[Dataset entries]
- - -
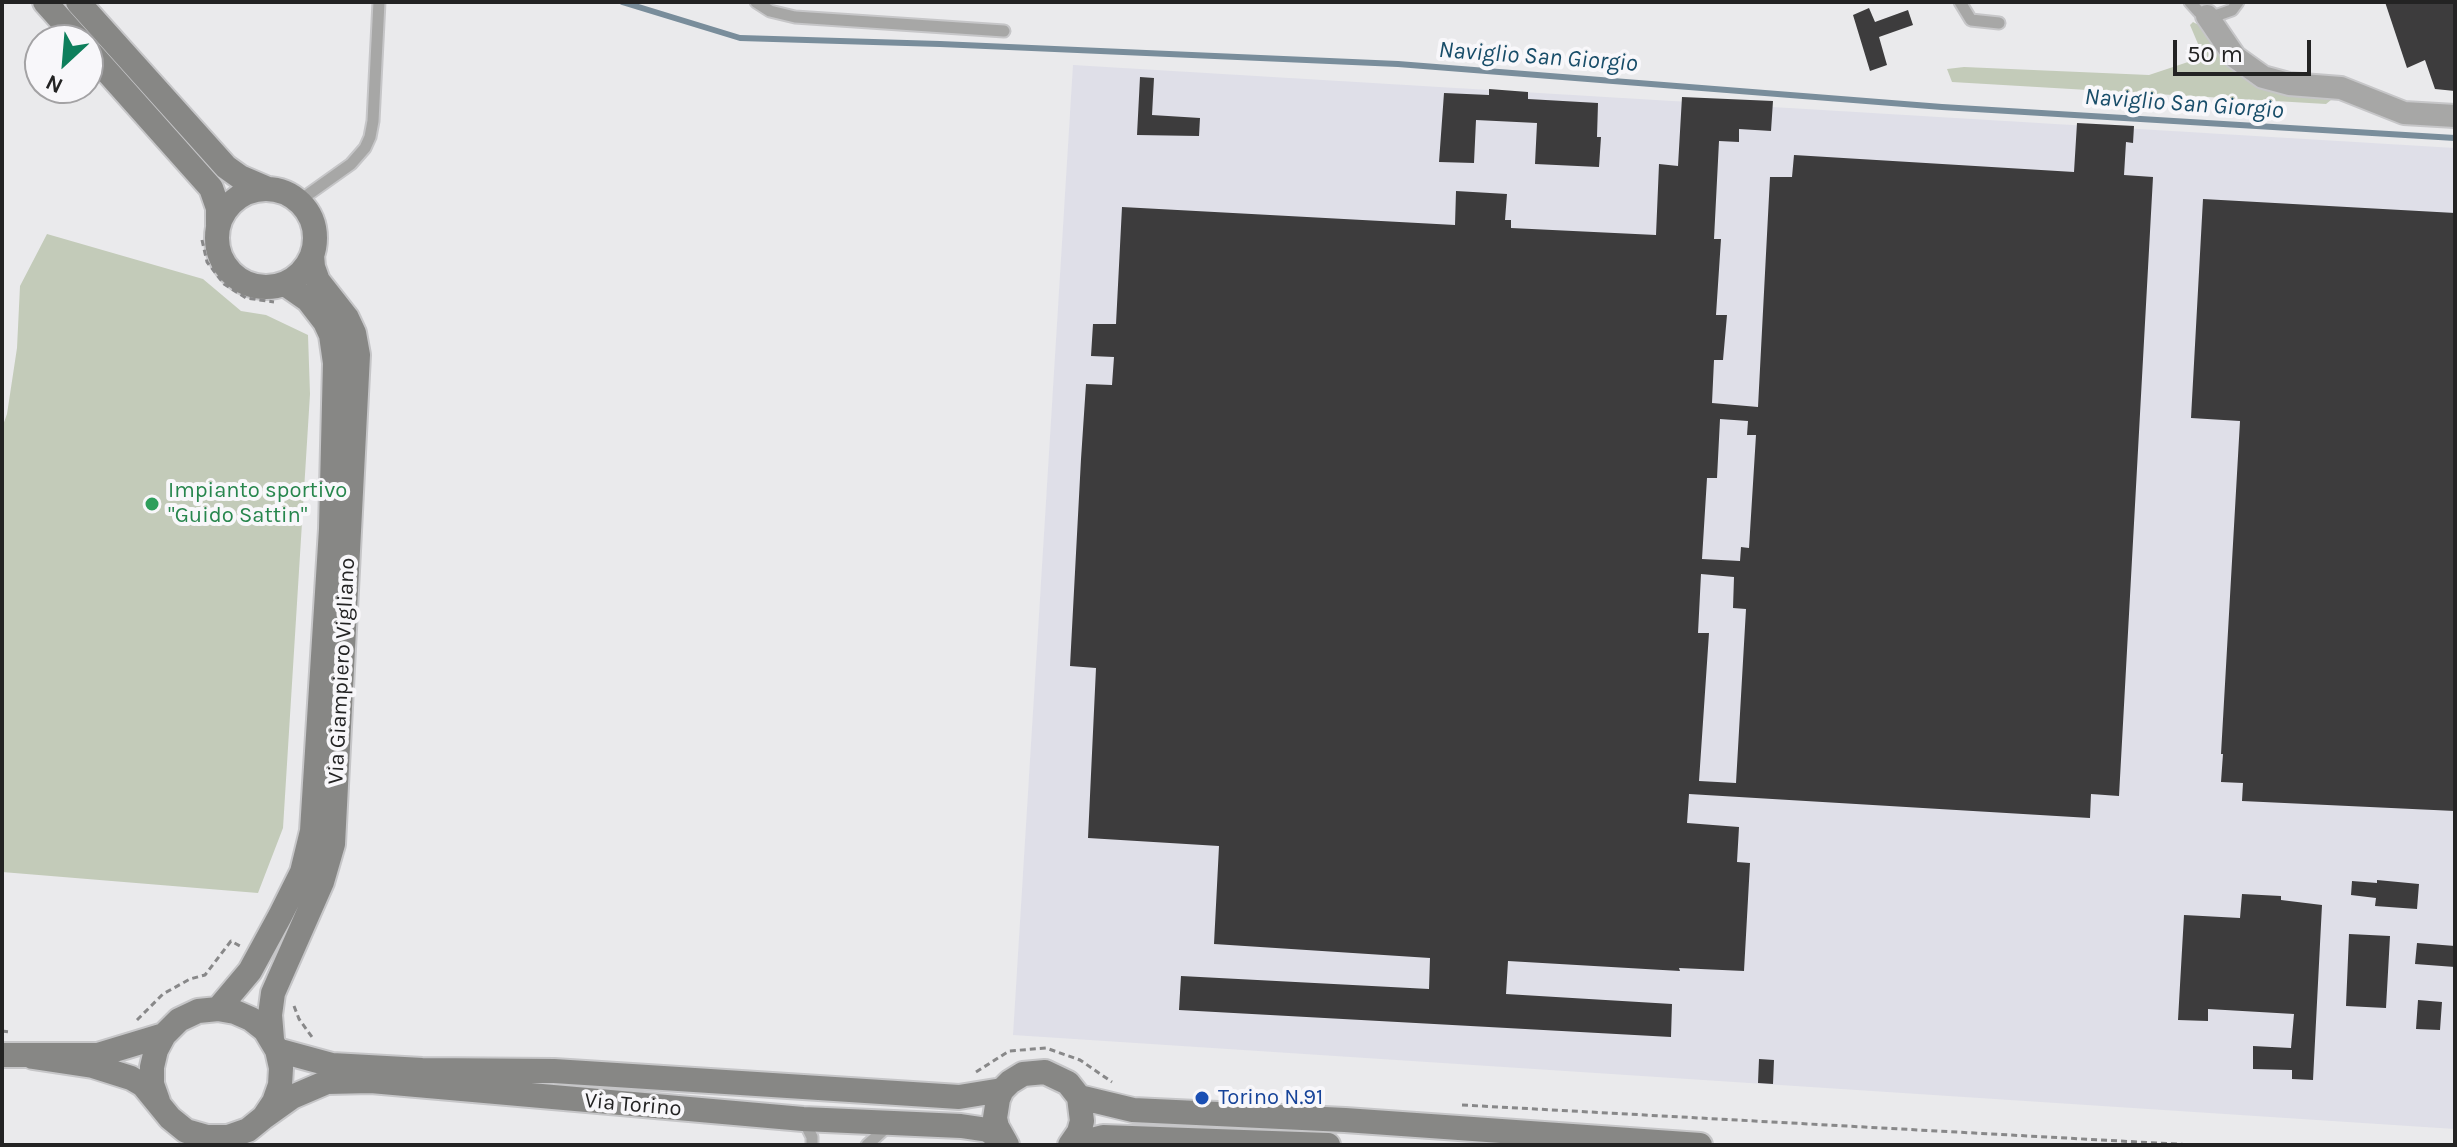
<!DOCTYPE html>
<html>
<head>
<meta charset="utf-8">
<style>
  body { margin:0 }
  #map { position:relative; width:2457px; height:1147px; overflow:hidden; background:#eaeaec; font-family:Karla,sans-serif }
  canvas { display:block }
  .frame { position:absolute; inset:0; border:4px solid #232323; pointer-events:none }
  .north { position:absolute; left:24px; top:24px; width:80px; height:80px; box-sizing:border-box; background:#f8f7fa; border:2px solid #a3a2a4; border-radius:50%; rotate:206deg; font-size:22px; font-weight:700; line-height:32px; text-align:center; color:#232323 }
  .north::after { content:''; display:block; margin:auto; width:28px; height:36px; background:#0e7f5c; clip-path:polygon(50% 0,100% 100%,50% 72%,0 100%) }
  .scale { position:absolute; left:2173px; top:40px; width:138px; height:36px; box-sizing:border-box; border:4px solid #232323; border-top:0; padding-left:10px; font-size:24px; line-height:28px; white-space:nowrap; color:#232323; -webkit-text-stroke:6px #f8f7fa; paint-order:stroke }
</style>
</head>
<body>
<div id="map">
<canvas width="2457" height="1147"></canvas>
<div class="frame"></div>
<div class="north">N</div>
<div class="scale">50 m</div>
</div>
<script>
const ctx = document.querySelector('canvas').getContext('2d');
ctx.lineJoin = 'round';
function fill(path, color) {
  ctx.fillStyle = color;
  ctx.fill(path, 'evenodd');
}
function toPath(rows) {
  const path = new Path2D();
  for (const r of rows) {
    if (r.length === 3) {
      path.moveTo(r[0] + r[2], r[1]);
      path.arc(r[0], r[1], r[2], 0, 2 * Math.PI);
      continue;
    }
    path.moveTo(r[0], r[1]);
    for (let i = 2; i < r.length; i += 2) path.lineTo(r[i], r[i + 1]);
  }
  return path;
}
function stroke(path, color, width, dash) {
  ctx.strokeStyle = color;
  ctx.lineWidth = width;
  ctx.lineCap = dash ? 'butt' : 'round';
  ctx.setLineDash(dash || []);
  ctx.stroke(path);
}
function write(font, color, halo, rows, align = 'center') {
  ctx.font = font + ' Karla,sans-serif';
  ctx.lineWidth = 8;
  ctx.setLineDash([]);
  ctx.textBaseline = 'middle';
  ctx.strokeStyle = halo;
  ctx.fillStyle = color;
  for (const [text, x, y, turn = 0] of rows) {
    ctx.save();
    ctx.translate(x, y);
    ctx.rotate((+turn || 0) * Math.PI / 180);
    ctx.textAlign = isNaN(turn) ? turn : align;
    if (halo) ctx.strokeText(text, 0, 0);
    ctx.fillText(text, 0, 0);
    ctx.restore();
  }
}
fill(toPath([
  [1073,65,2455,148,2455,1129,1013,1035]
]), '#dfdfe8');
fill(toPath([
  [2193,22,2208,30,2231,67,2315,91,2331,100,2326,104,1952,82,1947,69,1964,67,2149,75,2197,59,2201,51,2190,25],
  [47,234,203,279,241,311,266,315,308,335,310,394,283,828,258,893,2,872,2,428,7,414,17,348,20,286]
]), '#c3cbb9');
stroke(toPath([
  [622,2,740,38,940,44,1398,64,1942,107,2455,138]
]), '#798d9b', 6);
fill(toPath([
  [2385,2,2455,2,2455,91,2435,89,2425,60,2407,68],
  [1869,8,1875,22,1908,10,1913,25,1879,37,1887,65,1870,71,1853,15],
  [1140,77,1154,78,1152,115,1200,118,1199,136,1137,135],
  [1489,89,1528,92,1528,99,1598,103,1597,137,1601,137,1599,167,1535,164,1537,123,1476,120,1474,163,1439,162,1444,93,1489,95],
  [1682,97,1773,101,1771,131,1739,129,1739,142,1719,141,1714,239,1721,239,1716,315,1727,315,1723,360,1714,360,1712,403,1758,407,1770,177,1792,177,1794,155,2074,172,2077,123,2134,126,2133,143,2126,142,2124,175,2153,177,2119,796,2091,794,2090,818,1689,794,1687,823,1739,827,1737,862,1750,863,1744,971,1679,968,1680,971,1508,961,1506,994,1672,1004,1671,1037,1179,1010,1181,976,1429,989,1430,958,1214,944,1219,846,1088,838,1096,668,1070,666,1081,459,1086,384,1112,385,1114,357,1091,356,1093,324,1116,324,1122,207,1455,225,1456,191,1507,194,1505,220,1511,220,1511,228,1656,235,1659,164,1678,166],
  [1720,419,1748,421,1747,435,1756,435,1749,548,1741,547,1740,561,1702,559,1707,478,1717,478],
  [1701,574,1734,577,1733,608,1746,609,1736,783,1699,781,1709,633,1698,633],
  [2203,199,2455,213,2455,811,2242,801,2243,783,2221,782,2223,754,2221,754,2240,421,2191,418],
  [2377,880,2419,884,2417,909,2375,906,2376,898,2351,895,2352,881,2377,883],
  [2242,894,2281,896,2281,900,2322,905,2313,1080,2292,1079,2292,1070,2253,1069,2253,1046,2291,1048,2294,1014,2208,1009,2208,1021,2178,1020,2184,915,2240,918],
  [2349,934,2390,936,2386,1008,2346,1006],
  [2417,943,2455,946,2455,967,2415,964],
  [2418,1000,2442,1002,2440,1030,2416,1029],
  [1759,1059,1774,1060,1773,1084,1758,1083]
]), '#3d3c3d');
const lane = toPath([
  [756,2,770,11,795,17,1004,31],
  [1960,2,1971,20,1999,23],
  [2190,2,2199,12,2215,16,2232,10,2238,2],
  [299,201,351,164,365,148,370,137,373,121,379,2],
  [803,1119,812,1137,812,1145],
  [867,1145,887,1127]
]);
const street = toPath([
  [2207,16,2235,57,2263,77,2289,84,2341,88,2404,113,2455,116]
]);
const secondary = toPath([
  [45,2,79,40],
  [78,2,226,167,240,177,268,189],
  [88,50,211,188,218,208,218,225],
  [266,238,49],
  [218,1009,250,971,280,916,302,872,312,831,331,529,335,363,331,335,325,322,308,300,285,284],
  [272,1039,270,1015,273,993,322,882,333,844,358,355,354,333,347,318,318,281,313,267,312,255],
  [277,1050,332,1065,422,1070,554,1071,959,1097,1002,1090],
  [2,1055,98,1055,164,1035],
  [33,1057,93,1066,131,1078,143,1085,170,1118,186,1131,207,1137,228,1137,248,1130,264,1117,274,1102,280,1085,281,1068,277,1050,265,1030,251,1019,235,1012,218,1009,198,1011,179,1020,164,1035,156,1050,152,1067,152,1084,158,1101],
  [1079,1097,1133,1110,1345,1120,1700,1145],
  [264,1117,292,1097,327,1082,371,1081,803,1119,961,1126,988,1130,1007,1145],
  [1006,1143,997,1127,995,1118,998,1099,1002,1090,1010,1082,1023,1074,1045,1072,1068,1083,1079,1097,1082,1121,1079,1132,1070,1145],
  [1072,1145,1103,1137,1328,1145]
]);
stroke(lane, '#c6c6c8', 15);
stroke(street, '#c6c6c8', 26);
stroke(secondary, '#c6c6c8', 28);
stroke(toPath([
  [202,240,207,262,224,284,246,298,274,302],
  [294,1006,299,1019,312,1037],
  [137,1020,163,994,190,979,205,975,231,941,240,946],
  [2,1031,11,1032],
  [976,1072,1009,1051,1046,1048,1080,1060,1112,1082],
  [1462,1105,2193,1145]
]), '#888889', 3, [6, 4]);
stroke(lane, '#a7a7a6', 11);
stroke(street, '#a7a7a6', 22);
stroke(secondary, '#878785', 24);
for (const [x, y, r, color] of [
  [152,504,8,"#2e9e5b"],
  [1202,1098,8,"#1a4fb4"]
]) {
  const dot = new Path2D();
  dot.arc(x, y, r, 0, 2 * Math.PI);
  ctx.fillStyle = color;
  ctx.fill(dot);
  stroke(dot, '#f8f7fa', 3);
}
write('22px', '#27864d', '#f8f7fa', [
  ["Impianto sportivo",168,491],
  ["\"Guido Sattin\"",168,516]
], 'left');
write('22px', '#232323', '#f8f7fa', [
  ["Via Giampiero Vigliano",342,671,-87],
  ["Via Torino",633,1105,5]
]);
write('22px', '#164399', '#f8f7fa', [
  ["Torino N.91",1218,1098]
], 'left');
write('italic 24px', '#184d69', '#f8f7fa', [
  ["Naviglio San Giorgio",1538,57,4],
  ["Naviglio San Giorgio",2184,104,4]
]);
</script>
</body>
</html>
- - -
State how many lines of the records above hold the word "rows", adding nothing beyond the number.

[REPLY TO THE TASK]
4